Après avoir séduit pratiquement tous les enfants du monde avec Kirikou et Azur et Asmar, le sorcier de l’animation à la française, Michel Ocelot, passe au relief pour raconter le voyage imaginaire de deux enfants dans Les Contes de la nuit.

Son film est le seul français en compétition à la Berlinale, ce qu’il prend «comme un énorme compliment». Il annonce un Kirikou 3 en relief, tout en mettant en garde: «La 3D, ce n’est qu’un nouveau tournevis. Il faut d’abord qu’on nous raconte une histoire qui nous intéresse».

Q: Pourquoi la 3D aujourd’hui et qu’apporte le relief à votre travail ?

R: La 3D ajoute un petit charme en plus, une petite magie innocente, comme être vraiment sous une pluie d’étoiles et avoir le temps de les regarder tomber.

Mais le film marche aussi en 2D parce que je tiens à ce qu’il puisse être diffusé dans les deux formats pour les gens qui n’aiment pas porter des lunettes.

Et quand on parle de mon style traditionnel, c’est juste qu’avant j’étais pauvre! Je cherchais à faire des films malgré tout et il se trouve que le théâtre d’ombre pratiqué image par image est la façon la moins chère d’y parvenir. D’ailleurs j’y reviendrai.

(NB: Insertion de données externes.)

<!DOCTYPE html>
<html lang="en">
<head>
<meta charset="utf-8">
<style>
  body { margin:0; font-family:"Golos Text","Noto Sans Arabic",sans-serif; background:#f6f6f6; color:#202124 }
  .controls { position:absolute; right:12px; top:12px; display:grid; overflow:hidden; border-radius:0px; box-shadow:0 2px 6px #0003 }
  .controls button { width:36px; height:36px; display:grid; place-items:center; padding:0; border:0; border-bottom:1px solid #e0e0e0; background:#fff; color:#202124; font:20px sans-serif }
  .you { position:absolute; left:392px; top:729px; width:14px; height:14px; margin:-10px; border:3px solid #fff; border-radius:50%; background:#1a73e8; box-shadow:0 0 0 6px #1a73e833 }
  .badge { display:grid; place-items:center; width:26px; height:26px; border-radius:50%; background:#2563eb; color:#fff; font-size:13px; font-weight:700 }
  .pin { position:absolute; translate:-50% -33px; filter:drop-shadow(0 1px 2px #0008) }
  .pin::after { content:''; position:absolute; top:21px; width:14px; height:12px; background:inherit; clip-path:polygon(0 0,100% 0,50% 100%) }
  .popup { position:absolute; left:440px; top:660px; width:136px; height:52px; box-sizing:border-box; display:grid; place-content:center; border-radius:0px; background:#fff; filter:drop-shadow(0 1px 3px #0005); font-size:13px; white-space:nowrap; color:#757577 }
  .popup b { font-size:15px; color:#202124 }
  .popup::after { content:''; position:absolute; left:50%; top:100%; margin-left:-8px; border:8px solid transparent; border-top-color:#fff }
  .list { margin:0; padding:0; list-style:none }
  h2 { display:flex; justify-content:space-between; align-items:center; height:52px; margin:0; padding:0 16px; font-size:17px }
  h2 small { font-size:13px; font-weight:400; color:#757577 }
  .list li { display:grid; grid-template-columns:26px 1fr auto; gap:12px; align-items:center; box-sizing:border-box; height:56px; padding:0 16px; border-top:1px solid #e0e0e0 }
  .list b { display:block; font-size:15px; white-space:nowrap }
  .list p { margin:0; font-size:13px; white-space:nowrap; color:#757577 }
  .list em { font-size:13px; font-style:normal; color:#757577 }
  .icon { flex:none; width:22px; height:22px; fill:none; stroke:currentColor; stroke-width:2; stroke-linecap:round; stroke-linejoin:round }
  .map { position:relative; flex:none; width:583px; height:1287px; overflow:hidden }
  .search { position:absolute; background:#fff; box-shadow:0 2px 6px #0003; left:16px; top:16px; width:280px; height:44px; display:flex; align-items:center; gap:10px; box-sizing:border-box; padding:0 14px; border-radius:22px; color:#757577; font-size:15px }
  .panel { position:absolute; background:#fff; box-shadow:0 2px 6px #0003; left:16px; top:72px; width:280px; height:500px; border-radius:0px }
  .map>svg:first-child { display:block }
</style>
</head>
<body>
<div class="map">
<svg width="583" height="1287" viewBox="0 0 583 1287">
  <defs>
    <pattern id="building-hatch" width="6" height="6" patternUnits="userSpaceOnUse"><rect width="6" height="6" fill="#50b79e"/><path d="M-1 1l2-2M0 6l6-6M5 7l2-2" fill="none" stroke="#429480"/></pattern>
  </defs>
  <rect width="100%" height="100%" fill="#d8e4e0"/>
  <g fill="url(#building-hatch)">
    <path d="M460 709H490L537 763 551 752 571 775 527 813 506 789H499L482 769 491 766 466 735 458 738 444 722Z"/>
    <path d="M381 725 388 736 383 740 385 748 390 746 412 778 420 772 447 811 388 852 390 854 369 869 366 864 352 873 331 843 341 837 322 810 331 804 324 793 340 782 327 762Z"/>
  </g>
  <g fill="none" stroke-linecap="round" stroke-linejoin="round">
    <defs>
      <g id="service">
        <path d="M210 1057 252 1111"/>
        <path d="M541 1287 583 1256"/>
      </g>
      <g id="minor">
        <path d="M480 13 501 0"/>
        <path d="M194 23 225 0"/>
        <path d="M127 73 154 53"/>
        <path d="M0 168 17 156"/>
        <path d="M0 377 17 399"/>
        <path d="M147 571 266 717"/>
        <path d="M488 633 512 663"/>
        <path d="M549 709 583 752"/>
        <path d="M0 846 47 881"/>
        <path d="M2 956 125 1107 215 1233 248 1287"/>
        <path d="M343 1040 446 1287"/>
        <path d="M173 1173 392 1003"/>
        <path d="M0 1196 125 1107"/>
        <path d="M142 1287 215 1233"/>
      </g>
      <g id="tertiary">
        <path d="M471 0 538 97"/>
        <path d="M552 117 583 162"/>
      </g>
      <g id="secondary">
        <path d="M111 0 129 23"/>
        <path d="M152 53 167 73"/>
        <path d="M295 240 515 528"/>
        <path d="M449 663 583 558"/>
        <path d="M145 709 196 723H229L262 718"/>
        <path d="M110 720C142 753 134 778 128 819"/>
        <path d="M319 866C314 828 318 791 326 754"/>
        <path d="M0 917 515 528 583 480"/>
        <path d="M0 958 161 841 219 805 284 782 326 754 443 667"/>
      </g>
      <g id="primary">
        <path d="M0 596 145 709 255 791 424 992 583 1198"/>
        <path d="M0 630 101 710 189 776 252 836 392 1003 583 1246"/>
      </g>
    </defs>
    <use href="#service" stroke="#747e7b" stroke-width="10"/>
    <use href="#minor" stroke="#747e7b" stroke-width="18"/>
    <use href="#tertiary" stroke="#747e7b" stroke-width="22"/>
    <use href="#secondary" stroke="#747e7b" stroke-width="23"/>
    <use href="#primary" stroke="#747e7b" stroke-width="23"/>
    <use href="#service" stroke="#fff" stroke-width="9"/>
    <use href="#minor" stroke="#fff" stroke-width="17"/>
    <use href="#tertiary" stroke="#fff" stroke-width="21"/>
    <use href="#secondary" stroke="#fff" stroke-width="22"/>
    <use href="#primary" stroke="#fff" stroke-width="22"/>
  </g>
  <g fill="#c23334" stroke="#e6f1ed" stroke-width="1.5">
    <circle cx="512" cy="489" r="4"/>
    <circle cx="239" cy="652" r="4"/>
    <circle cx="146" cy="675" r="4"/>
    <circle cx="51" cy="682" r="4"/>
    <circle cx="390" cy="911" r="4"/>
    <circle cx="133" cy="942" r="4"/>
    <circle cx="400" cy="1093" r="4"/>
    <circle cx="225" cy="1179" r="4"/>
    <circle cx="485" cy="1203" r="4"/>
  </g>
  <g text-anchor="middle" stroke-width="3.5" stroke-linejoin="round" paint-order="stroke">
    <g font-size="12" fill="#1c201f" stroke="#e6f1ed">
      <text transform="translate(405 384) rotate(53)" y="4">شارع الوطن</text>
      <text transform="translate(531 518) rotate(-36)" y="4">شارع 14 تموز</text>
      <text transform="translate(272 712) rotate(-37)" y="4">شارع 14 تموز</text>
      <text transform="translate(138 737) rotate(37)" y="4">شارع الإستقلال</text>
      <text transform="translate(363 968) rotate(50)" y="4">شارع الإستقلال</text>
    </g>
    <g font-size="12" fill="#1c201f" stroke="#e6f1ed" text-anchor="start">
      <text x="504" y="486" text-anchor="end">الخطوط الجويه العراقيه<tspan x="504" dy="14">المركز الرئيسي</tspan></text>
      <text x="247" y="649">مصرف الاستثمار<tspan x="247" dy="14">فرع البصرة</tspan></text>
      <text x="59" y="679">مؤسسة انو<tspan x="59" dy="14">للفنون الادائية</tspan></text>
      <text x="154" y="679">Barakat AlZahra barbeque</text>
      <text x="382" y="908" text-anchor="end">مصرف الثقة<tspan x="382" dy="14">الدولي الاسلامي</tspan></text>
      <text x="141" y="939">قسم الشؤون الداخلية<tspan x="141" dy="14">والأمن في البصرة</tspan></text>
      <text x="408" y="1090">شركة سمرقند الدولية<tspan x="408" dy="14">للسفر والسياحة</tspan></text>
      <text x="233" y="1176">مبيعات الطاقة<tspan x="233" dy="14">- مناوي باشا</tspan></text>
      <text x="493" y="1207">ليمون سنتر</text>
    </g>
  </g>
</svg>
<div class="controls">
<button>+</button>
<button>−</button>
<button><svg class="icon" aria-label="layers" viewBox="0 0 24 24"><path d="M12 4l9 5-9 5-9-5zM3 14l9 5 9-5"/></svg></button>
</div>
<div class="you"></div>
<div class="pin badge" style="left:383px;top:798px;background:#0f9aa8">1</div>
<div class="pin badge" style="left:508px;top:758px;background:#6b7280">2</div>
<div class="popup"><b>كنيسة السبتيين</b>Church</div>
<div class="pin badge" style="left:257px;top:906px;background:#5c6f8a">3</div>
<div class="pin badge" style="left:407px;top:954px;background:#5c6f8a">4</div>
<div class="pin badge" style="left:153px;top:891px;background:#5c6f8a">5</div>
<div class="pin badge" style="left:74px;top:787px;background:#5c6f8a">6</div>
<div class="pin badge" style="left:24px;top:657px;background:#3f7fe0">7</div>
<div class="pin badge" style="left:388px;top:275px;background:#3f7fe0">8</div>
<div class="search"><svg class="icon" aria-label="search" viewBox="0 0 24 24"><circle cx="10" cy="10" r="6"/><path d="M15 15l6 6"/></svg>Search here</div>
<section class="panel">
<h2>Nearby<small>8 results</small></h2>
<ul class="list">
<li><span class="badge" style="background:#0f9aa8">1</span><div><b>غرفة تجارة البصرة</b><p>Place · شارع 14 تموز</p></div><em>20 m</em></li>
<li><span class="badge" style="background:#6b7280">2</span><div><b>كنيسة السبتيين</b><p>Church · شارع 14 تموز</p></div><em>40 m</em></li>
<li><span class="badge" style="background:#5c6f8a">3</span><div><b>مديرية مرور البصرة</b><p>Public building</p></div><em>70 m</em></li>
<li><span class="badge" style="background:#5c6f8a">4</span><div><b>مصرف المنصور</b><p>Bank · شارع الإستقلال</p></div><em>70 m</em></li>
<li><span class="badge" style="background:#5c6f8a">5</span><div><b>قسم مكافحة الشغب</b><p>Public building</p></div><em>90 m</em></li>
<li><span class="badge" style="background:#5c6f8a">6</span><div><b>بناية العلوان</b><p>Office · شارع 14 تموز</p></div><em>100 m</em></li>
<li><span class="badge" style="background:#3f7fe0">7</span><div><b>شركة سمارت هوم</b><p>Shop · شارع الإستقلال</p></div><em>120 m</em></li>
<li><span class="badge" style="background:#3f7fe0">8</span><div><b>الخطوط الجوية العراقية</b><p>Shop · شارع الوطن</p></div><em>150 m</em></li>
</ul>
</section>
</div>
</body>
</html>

Q: Vous auriez fait Kirikou en 3D ?

R: Justement, j’en fais un troisième (après Kirikou et la Sorcière et Kirikou et les bêtes sauvages, ndlr) en relief: ce sera Kirikou et les hommes et les femmes qui sortira pour Noël 2012. Mais c’est une demande commerciale: aujourd’hui, on trouve de l’argent si on fait de la 3D.

Mes personnages seront en relief mais ils garderont leur apparence dessinée et coloriée, toute simple. Et les décors, comme pour «Les Contes de la nuit», seront de jolis découpages, étalés sur la scène. Je vais le faire avec le studio Mac Guff (les Français qui ont animé les Contes de la Nuit) et Universal: ils sont très contents, parce qu’ils ont beaucoup bataillé pour l’avoir. Mais ce sera aussi visible en 2D, bien sûr.

Q: La 3D, c’est la quête du Graal, une mode ou une révolution ?

R: C’est surtout la quête du spectateur... la 3D est là pour attirer des gens dans les salles obscures, parce qu’on a beaucoup de mal à survivre avec la concurrence de la télé, des DVD et le piratage. Le relief a été inventé pour ça. Mais ce n’est pas une révolution, ça ne change pas grand chose: on est surpris au début, agréablement je l’espère, et rapidement on oublie le relief.

C’est juste un tournevis en plus: il faut le connaître, mais ce n’est pas ça qui fait le film. Il faut d’abord qu’on nous raconte une histoire qui nous intéresse.

En France, nous avons d’excellentes écoles d’animation, qui forment des techniciens et des artistes très habiles. Mais on a besoin d’auteurs, et qu’ils nous offrent leurs tripes, et qu’on y croie.

Propos recueillis par Anne Chaon.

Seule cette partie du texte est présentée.